(Data entries)
----

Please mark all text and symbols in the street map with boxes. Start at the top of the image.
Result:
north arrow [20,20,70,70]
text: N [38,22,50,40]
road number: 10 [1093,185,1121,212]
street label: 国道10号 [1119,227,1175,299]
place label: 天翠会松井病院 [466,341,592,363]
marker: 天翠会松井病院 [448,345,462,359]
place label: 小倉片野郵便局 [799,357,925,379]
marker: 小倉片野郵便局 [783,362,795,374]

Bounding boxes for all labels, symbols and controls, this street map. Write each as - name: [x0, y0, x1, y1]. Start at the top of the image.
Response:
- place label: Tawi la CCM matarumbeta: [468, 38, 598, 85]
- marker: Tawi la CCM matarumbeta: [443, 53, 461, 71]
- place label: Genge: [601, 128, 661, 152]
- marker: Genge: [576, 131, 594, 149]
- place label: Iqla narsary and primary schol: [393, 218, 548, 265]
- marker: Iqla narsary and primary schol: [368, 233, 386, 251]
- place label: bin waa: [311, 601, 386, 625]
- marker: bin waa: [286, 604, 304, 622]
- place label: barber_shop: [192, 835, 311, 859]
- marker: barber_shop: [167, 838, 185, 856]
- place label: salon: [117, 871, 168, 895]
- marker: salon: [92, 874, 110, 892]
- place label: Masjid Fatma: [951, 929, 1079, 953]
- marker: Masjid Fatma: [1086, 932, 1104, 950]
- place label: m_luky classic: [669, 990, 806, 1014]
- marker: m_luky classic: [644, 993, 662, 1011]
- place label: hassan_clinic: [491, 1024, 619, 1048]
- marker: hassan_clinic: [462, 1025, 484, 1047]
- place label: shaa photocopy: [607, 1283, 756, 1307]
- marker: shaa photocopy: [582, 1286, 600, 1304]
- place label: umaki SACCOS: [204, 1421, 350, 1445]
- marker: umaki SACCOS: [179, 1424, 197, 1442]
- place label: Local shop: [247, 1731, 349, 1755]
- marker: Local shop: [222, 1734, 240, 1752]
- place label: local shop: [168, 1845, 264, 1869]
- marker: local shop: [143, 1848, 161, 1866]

----

▶ _PROBLEM STATEMENT_: Looking at the records above, state the number of lines where the word "symbols" occurs, and write nothing beyond it.

▶ _ANSWER TO THIS EXERCISE_: 2